This is the prequel to Neal Asher’s Agent Cormac series and it covers Cormac’s early years and the first missions that formed the basis of the man he later became.
Title: Shadow of the Scorpion
Series: prequel to the Agent Cormac series
Author: Neal Asher
Cover Art: Jon Sullivan
Paperback: 304 pages
Publisher: Nightshade Books 2008 (US) | Tor UK 2009
Genre: Space Opera | Military Science Fiction | Post human
Order by: Tor UK | Amazon US | UK | B&N | sfbok
[blurb] Raised to adulthood during the end of the war between the human Polity and the vicious arthropoid race, the Prador, Ian Cormac is haunted by childhood memories of a sinister scorpion-shaped war drone and the burden of losses he doesn’t remember.
In the years following the war he signs up with Earth Central Security, and is sent out to help either restore and simply maintain order on worlds devastated by Prador bombardment.
There he discovers that though the old enemy remain as murderous as ever, they are not anywhere near as perfidious or dangerous as some of his fellow humans, some of them closer to him than he would like …
The book is dedicated to the Island of Crete, because the scorpions are small there which doesn’t fit the one in the book, but then he is not on Crete either.
The protagonist is Ian Cormac the young boy and Cormac the soldier in training. The book starts with a flashback to young Ian alone with his mother in the desert. That’s where he sees the scorpion-shaped old war drone for the first time. The story focuses mainly on a selection of mission made by young Cormac with flashbacks to his youth.
Neal Asher is a British science fiction author living in Essex. I am most familiar with and love the now six Agent Cormac novels in the Polity universe. He has also written the Splatterjay Trilogy and a number of standalone novels and short stories in the same universe that I am keen on reading (expected summer reading 2010).
The world Neal Asher paints is the Polity where humanity has spread hundreds of light years ruled by benign artificial intelligences (AIs). Instead of evolving into something in-comprehensive by humans the AI:s choose to stay with their creators. There are some post human features in there mind-upload into golem bodies, nano technology, body enhancments, computer-brain interfaces, sentient spaceships and much much more.
One thing that sets Neal Asher apart from the usual Space Opera is the complex and well thought out future society he created. It is complex and believable.
Young Cormac has to find his way as a soldier on the war thorn planet Hagren where he first experience the Separatists as they tries to sneak into the crashed Prador warship to steal warheads. Faced with both the Separatists and surviving Prador crew Cormac has to make some hard decisions and learn just how far he is prepared to go. Fighting your own people is not what he expected.
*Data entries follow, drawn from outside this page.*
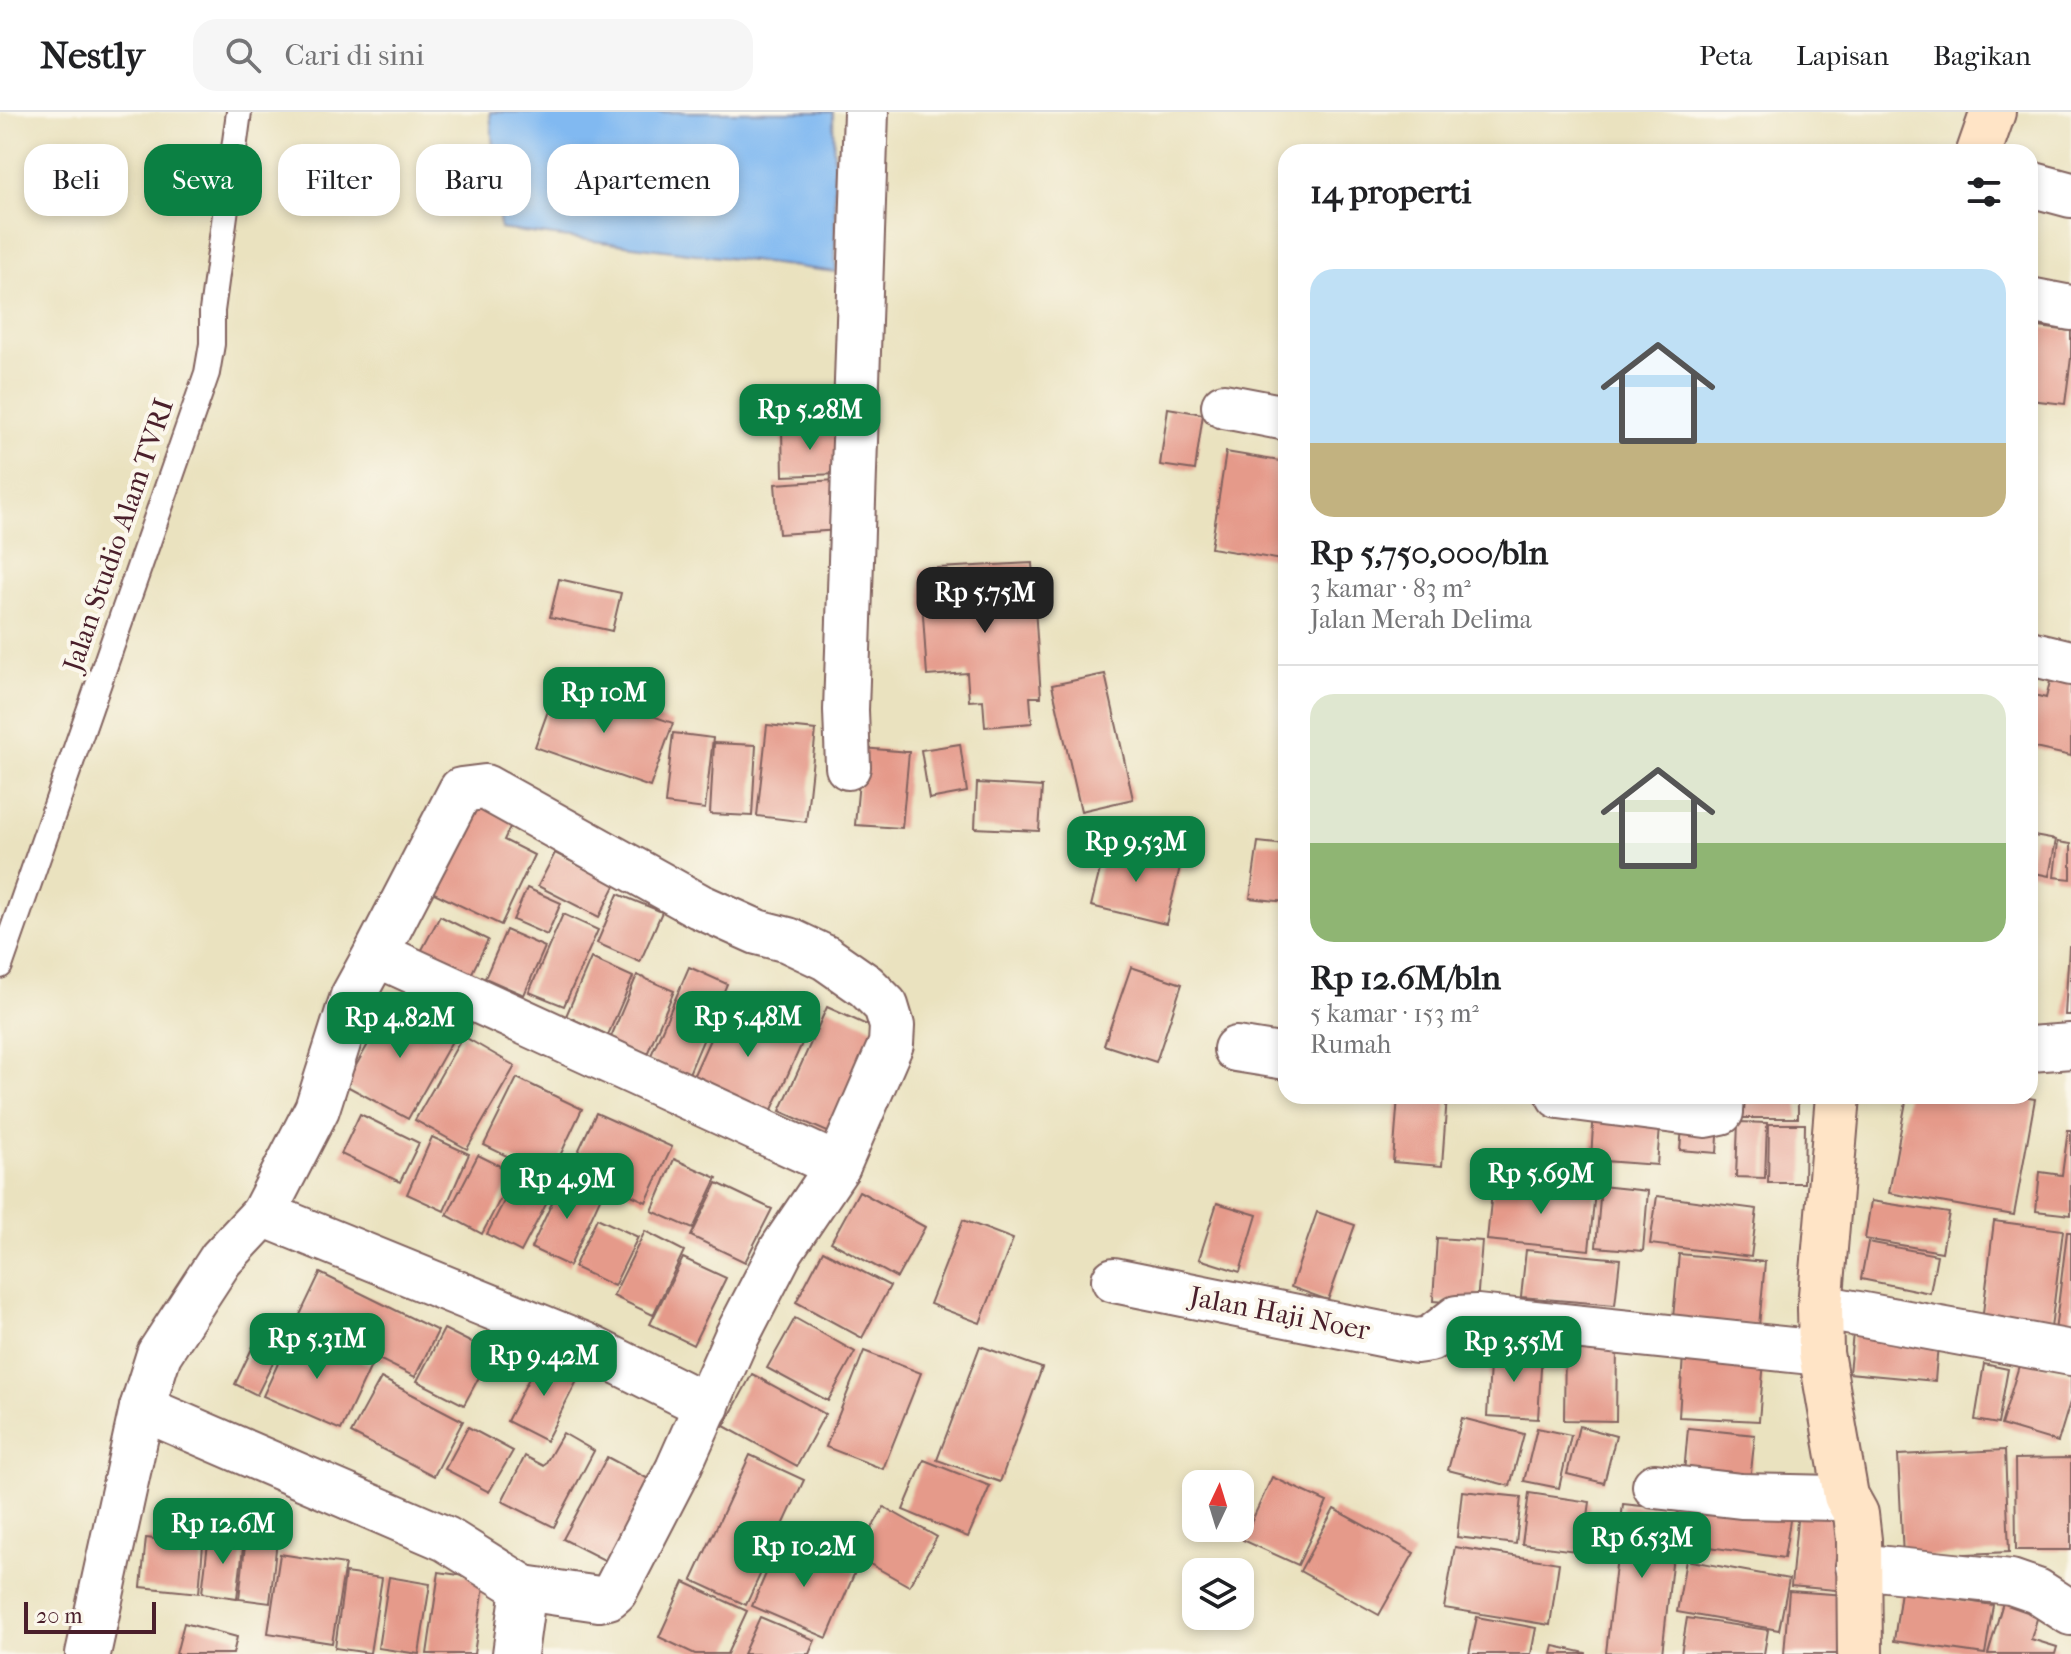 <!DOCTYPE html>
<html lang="id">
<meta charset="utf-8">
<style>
:root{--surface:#fff;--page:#f6f6f6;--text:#202124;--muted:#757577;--line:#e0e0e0;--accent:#0b8043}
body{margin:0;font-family:"IM FELL French Canon",serif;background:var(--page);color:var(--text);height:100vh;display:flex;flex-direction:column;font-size:30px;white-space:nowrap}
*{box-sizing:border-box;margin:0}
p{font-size:26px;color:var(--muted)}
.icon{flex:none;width:44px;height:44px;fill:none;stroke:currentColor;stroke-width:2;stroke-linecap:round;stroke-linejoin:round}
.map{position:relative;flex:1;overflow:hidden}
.sheet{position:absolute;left:1278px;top:32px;width:760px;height:960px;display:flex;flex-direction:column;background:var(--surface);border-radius:24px;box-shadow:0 4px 12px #0003}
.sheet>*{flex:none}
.banner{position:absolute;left:24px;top:32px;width:760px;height:72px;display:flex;gap:16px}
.needle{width:52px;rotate:4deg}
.controls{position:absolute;left:1182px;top:1358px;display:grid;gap:16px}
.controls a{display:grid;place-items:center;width:72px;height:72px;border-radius:16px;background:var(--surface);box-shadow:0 4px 12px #0003;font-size:40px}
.scale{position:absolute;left:24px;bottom:20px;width:132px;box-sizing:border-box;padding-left:8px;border:4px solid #4a1f2b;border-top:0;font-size:22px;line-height:28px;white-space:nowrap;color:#4a1f2b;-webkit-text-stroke:6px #fbf7ec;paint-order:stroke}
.price{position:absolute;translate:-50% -68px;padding:0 18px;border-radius:16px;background:var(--accent);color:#fff;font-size:26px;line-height:52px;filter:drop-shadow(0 2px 4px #0008)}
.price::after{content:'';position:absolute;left:50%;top:48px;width:24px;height:18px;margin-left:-12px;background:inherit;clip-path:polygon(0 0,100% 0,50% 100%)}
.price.current{background:#222;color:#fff}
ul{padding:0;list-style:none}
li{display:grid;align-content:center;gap:16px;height:424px;padding:0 32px}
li+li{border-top:2px solid var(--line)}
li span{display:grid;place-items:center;height:248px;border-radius:24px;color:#555}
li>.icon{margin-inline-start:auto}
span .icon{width:144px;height:144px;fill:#fffc;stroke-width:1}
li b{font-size:34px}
h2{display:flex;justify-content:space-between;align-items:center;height:96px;padding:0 32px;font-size:34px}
.pill{padding:0 28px;border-radius:24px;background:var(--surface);box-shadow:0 4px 12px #0003;font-size:28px;line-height:72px}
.pill.current{background:var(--accent);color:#fff}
header{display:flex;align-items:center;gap:48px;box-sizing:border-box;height:112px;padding:0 40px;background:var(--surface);border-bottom:2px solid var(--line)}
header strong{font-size:38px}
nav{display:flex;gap:44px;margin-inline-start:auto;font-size:28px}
.search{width:560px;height:72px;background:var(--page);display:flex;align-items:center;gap:20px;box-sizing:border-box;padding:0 28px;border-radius:24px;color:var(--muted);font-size:30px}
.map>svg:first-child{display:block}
.water{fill:#81b9f1;stroke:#666c8e;stroke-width:2}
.building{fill:#e59a8a}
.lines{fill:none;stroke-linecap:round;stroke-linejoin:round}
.lane-casing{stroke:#82635f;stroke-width:28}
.street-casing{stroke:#82635f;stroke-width:48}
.secondary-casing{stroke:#82635f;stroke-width:48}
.lane{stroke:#fff;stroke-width:24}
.street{stroke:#fff;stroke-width:44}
.secondary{stroke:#ffe4c6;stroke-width:44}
.labels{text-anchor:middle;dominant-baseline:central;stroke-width:8;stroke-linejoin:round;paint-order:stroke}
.street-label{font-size:28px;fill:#4a1f2b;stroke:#fbf7ec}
</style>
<header>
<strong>Nestly</strong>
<div class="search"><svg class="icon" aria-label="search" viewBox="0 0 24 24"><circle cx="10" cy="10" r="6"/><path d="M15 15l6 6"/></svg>Cari di sini</div>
<nav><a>Peta</a><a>Lapisan</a><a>Bagikan</a></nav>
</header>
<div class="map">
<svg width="2071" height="1542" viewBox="0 0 2071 1542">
<rect width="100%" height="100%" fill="#fbf7ec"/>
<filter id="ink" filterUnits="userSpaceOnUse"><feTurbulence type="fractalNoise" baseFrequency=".0125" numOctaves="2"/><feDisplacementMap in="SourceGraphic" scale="16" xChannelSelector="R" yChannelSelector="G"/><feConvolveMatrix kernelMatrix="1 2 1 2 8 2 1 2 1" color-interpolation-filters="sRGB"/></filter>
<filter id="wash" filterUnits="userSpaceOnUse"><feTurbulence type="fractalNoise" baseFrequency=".006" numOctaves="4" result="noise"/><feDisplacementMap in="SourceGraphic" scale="32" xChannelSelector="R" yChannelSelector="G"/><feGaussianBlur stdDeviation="1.8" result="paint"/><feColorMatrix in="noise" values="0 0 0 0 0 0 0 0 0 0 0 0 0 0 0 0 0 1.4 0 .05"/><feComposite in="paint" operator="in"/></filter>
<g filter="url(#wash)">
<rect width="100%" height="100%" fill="#eae2bf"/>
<path class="water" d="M490 0H833L836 160 500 117Z"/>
<g id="blocks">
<g class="building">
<path d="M2030 214 2071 219V246L2065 292 2030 288Z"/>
<path d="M1168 296 1203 302 1195 358 1160 353Z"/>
<path d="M838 316 839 362 783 364 782 318Z"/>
<path d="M1226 340 1286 350V423L1282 448 1211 436Z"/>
<path d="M836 368 840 418 779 422 775 372Z"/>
<path d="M1032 451 1041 585H1030L1032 611 985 615 983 588 969 589 967 561 927 564 920 457Z"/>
<path d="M559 467 621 481 612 519 550 505Z"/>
<path d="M2053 557 2071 560V644L2030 635V582L2046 586Z"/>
<path d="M1105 562 1133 687 1081 699 1052 573Z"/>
<path d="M558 571 673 611 650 675 535 635Z"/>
<path d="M767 613 816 618 806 710 757 704Z"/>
<path d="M673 621 713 626 705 697 665 692Z"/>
<path d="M714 631 756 633 752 704 710 702Z"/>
<path d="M960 632 967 680 929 687 921 638Z"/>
<path d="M862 636 909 640 902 716 855 713Z"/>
<path d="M977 671 1042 675 1039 719 975 716Z"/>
<path d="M478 684 516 702 504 728 534 743 501 813 432 780Z"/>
<path d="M2034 724 2056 728 2049 764 2030 760V746Z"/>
<path d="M1258 730 1286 733V790L1250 786Z"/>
<path d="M2058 730 2071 732V767L2054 765Z"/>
<path d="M1106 733 1181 751 1166 812 1091 794Z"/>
<path d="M555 741 616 772 599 805 538 774Z"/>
<path d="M527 776 561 791 547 823 513 808Z"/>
<path d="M618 782 662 800 640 850 597 831Z"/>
<path d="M563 802 598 818 564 894 529 880Z"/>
<path d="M440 804 488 828 467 871 417 847Z"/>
<path d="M506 818 545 835 524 883 485 866Z"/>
<path d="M2069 834H2071V903H2065Z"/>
<path d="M591 846 633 865 608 923 566 904Z"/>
<path d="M689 855 727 872 688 964 649 948Z"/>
<path d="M1131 855 1182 872 1156 950 1104 933Z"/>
<path d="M637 863 674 879 645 947 608 932Z"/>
<path d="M393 888 456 922 408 1007 345 973Z"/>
<path d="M726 892 804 927 770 1002 692 967Z"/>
<path d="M827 895 887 922 841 1026 780 999Z"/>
<path d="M463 924 515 954 467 1037 415 1008Z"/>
<path d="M517 966 582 997 550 1065 484 1033Z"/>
<path d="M1398 984H1447L1442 1054 1393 1050Z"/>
<rect x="1742" y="984" width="56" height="22"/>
<path d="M1907 984H2017L2035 987 2014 1103 1889 1081Z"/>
<path d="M1594 997 1661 1002 1657 1053 1591 1048Z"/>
<path d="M596 1001 672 1035 646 1090 571 1055Z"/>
<path d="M360 1002 419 1031 400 1070 341 1042Z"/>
<path d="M1683 1005 1719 1008 1717 1041 1680 1038Z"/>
<path d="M1738 1010 1767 1011 1765 1066 1736 1065Z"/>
<path d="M1769 1012H1805L1804 1071H1768Z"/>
<path d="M2068 1018H2071V1103L2036 1099 2040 1060 2062 1063Z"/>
<path d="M432 1025 469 1042 444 1099 407 1082Z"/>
<path d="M478 1043 514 1061 482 1122 447 1103Z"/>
<path d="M674 1047 717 1066 693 1117 652 1099Z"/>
<path d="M517 1064 552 1081 521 1140 487 1122Z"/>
<path d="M564 1065 602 1082 569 1154 531 1136Z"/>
<path d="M1493 1070 1595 1080 1589 1138 1487 1128Z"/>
<path d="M717 1071 772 1097 745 1150 691 1124Z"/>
<path d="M1601 1074 1648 1079 1643 1139 1596 1135Z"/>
<path d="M859 1079 925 1115 897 1166 831 1130Z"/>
<path d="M1657 1084 1757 1097 1751 1145 1650 1132Z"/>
<path d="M1871 1089 1949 1101 1942 1140 1865 1127Z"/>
<path d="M1217 1091 1257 1103 1240 1160 1199 1147Z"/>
<path d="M1317 1100 1355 1113 1328 1188 1291 1175Z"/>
<path d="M597 1106 638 1125 614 1174 574 1155Z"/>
<path d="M963 1108 1013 1127 980 1211 930 1192Z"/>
<path d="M1994 1109 2063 1118 2051 1216 1982 1209Z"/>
<path d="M645 1119 684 1139 653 1203 613 1184Z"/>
<path d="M2067 1120H2071V1222L2055 1220Z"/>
<path d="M1437 1126 1482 1129 1477 1192 1433 1189Z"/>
<path d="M1868 1130 1937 1143 1930 1181 1861 1167Z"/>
<path d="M1526 1138 1620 1147 1615 1193 1521 1185Z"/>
<path d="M823 1139 890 1174 862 1226 796 1190Z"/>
<path d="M1679 1142 1765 1150 1759 1214 1673 1206Z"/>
<path d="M683 1146 726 1166 693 1233 650 1212Z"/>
<path d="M320 1161 438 1219 415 1265 298 1207Z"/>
<path d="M795 1206 855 1240 828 1289 767 1256Z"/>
<path d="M266 1207 289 1218 257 1283 235 1272Z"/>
<path d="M1854 1211 1939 1220 1935 1269 1849 1261Z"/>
<path d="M444 1217 492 1241 464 1293 417 1269Z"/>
<path d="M293 1219 371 1254 341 1318 263 1284Z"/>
<path d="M1565 1231 1617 1232 1616 1309 1564 1308Z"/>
<path d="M980 1234 1042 1256 1000 1370 937 1348Z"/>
<path d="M1491 1236 1542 1239 1538 1307 1487 1304Z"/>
<path d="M864 1239 921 1261 883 1357 826 1335Z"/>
<path d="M541 1243 580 1263 546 1329 507 1309Z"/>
<path d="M1683 1243 1764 1248 1759 1309 1679 1305Z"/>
<path d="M2021 1247 2071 1263V1287L2058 1330 2001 1313Z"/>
<path d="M1984 1252 2008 1257 1998 1312 1975 1308Z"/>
<path d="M752 1262 825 1302 797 1354 724 1314Z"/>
<path d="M381 1266 463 1309 434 1364 351 1321Z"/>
<path d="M1462 1306 1524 1322 1510 1374 1448 1358Z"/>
<path d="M1579 1314 1616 1324 1604 1371 1567 1362Z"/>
<path d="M468 1315 513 1339 489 1380 445 1357Z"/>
<path d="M1537 1316 1571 1323 1559 1376 1524 1369Z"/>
<path d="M1688 1316 1755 1323 1749 1378 1683 1372Z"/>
<path d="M563 1321 594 1339 554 1415 502 1389 525 1344 544 1354Z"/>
<path d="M2005 1338 2009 1440 1903 1445 1898 1343Z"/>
<path d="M750 1343 804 1368 746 1493 692 1468Z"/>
<path d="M607 1345 656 1371 612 1452 563 1427Z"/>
<path d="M2071 1346V1438H2016L2015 1347Z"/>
<path d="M924 1348 990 1374 968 1425 903 1398Z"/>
<path d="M1272 1365 1327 1390 1298 1453 1243 1428Z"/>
<path d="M1462 1379 1521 1385 1516 1432 1457 1425Z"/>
<path d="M1529 1381 1590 1390 1583 1440 1522 1432Z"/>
<path d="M1697 1382 1792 1396 1784 1446 1689 1432Z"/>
<path d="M1623 1392 1678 1398 1662 1542 1606 1541Z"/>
<path d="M884 1395 937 1425 909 1474 856 1444Z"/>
<path d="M1334 1397 1414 1441 1379 1503 1300 1459Z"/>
<path d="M1798 1398 1854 1403 1847 1479 1791 1474Z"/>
<path d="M247 1416 278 1419 270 1491 239 1487Z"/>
<path d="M209 1423 244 1428 237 1486 202 1481Z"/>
<path d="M146 1426 203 1433 199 1481 141 1475Z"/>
<path d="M780 1429 855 1460 827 1526 752 1494Z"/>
<path d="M1455 1435 1559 1451 1550 1513 1444 1496Z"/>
<path d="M280 1442 345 1452 332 1531 268 1521Z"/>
<path d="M1686 1448 1789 1467 1779 1518 1677 1500Z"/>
<path d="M439 1460 485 1467 474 1542H427Z"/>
<path d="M345 1461 382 1466 370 1541 335 1536Z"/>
<path d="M389 1465 430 1472 419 1542 378 1536Z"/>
<path d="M684 1470 747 1499 727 1542H695L659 1525Z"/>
<path d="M1789 1479 1846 1483 1841 1542H1784Z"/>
<path d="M1901 1479 1993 1493 1985 1542 1894 1529Z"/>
<path d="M2006 1480 2042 1490 2031 1527 2057 1535 2055 1542H1988Z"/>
<path d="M760 1505 815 1528 809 1542H743Z"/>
<path d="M1477 1505 1536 1516 1531 1542H1469Z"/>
<path d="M1687 1506 1768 1518 1764 1542H1681Z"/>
<path d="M184 1511 237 1525 233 1542H176Z"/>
<path d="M1554 1534 1586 1541V1542H1552Z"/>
</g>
</g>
</g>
<g filter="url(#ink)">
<use href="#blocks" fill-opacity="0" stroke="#82635f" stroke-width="2"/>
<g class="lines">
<defs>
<path id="lane" d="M0 854 207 261 212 232V199L239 0"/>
<g id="street">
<path d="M2030 72 2071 83"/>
<path d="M2030 188 2071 196"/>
<path d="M1224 294 1286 306"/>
<path d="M2030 541 2071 551"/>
<path d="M848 655 846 598 866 0"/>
<path d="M376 842 461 678 485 675 699 794 757 820 788 828 826 846 866 874 886 894 892 914 891 932 838 1054 782 1137 737 1224 678 1357 615 1479 608 1485 599 1487 524 1476"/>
<path d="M1236 937 1286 945"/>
<path d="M2030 937 2071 934"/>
<path d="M1559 984 1706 1003 1721 1000 1722 984"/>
<path d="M263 1102 585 1233 707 1294"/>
<path d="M1114 1168 1416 1229 1430 1227 1457 1206 1477 1205 1821 1241"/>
<path d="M1820 1195 2071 1241"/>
<path d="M142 1296 446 1427 524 1476 515 1542"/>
<path d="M1655 1374 1741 1384 1835 1386 1846 1384"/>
<path d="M1858 1454 2011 1470 2037 1479 2071 1501"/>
<path d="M88 1542 142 1296 159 1242 221 1147 263 1102 317 997 353 884 376 842 838 1054"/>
</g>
<g id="secondary">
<path d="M1979 40 1993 0"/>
<path d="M1838 984 1820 1195 1821 1241 1846 1384 1856 1402 1859 1428 1860 1542"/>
</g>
</defs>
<use href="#lane" class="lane-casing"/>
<use href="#street" class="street-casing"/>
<use href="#secondary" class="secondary-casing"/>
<use href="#lane" class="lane"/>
<use href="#street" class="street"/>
<use href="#secondary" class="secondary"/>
</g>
</g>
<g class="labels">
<g class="street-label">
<text transform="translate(118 423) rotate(-71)">Jalan Studio Alam TVRI</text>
<text transform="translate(1280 1201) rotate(11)">Jalan Haji Noer</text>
</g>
</g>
</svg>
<div class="controls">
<a><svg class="needle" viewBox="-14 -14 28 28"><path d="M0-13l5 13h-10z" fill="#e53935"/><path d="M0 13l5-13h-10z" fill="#757577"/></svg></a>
<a><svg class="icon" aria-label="layers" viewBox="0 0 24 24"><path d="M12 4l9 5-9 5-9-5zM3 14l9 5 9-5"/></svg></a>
</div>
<div class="scale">20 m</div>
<b class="price" style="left:810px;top:340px">Rp 5.28M</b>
<b class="price current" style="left:985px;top:523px">Rp 5.75M</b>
<b class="price" style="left:604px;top:623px">Rp 10M</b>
<b class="price" style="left:1136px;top:772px">Rp 9.53M</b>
<b class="price" style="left:748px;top:947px">Rp 5.48M</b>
<b class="price" style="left:400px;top:948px">Rp 4.82M</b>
<b class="price" style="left:1541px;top:1104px">Rp 5.69M</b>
<b class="price" style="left:567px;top:1109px">Rp 4.9M</b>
<b class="price" style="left:317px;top:1269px">Rp 5.31M</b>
<b class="price" style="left:1514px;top:1272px">Rp 3.55M</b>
<b class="price" style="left:544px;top:1286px">Rp 9.42M</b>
<b class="price" style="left:223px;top:1454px">Rp 12.6M</b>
<b class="price" style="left:1642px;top:1468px">Rp 6.53M</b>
<b class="price" style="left:804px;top:1477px">Rp 10.2M</b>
<div class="banner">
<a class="pill">Beli</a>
<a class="pill current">Sewa</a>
<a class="pill">Filter</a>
<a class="pill">Baru</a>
<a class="pill">Apartemen</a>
</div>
<section class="sheet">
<h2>14 properti<svg class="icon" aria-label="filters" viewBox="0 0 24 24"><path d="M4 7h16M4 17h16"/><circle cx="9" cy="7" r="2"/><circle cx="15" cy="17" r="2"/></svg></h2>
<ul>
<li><span style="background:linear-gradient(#bfe0f5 70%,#c2b280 0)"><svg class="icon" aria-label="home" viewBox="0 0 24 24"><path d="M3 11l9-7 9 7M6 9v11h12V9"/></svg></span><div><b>Rp 5,750,000/bln</b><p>3 kamar · 83 m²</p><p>Jalan Merah Delima</p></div></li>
<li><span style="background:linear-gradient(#dfe7d0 60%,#8fb573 0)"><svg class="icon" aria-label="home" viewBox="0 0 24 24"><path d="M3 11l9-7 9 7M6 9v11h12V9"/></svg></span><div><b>Rp 12.6M/bln</b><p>5 kamar · 153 m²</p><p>Rumah</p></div></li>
</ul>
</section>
</div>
The big mystery is the war drone, where is it from, what do it want?
The other thing that sets Neal apart is the characterization. Neal is a wizard with characters, a new character comes to life in a few paragraphs and they all makes sense and add their part to the story.
The main character Ian Cormac, or Cormac as he prefers is easy to love, but he is a complex character with many dimensions. He deeply contemplates the choices he makes and feels bad about the hard ones he has to make but he comes through with determination and adaptability. He and the other characters grow and take on new roles.
The questions the characters ponder are also high quality. In this novel Neal ponders moral questions about being a parent and protecting your child as well as many of the questions a soldier has to ask himself when he stands against his own. Many of those questions are current today, the technologies exist today but they are used on soldiers returning from war and they are just as controversial now.
The Shadow of the Scorpion is an excellent introduction to Agent Cormac and the Polity universe. It takes on some deeply moral issues as well as being a fast paced science fiction story with aliens, rebels and sentient war machines. It works as a standalone novel and gives great background if you are already into the Cormac series.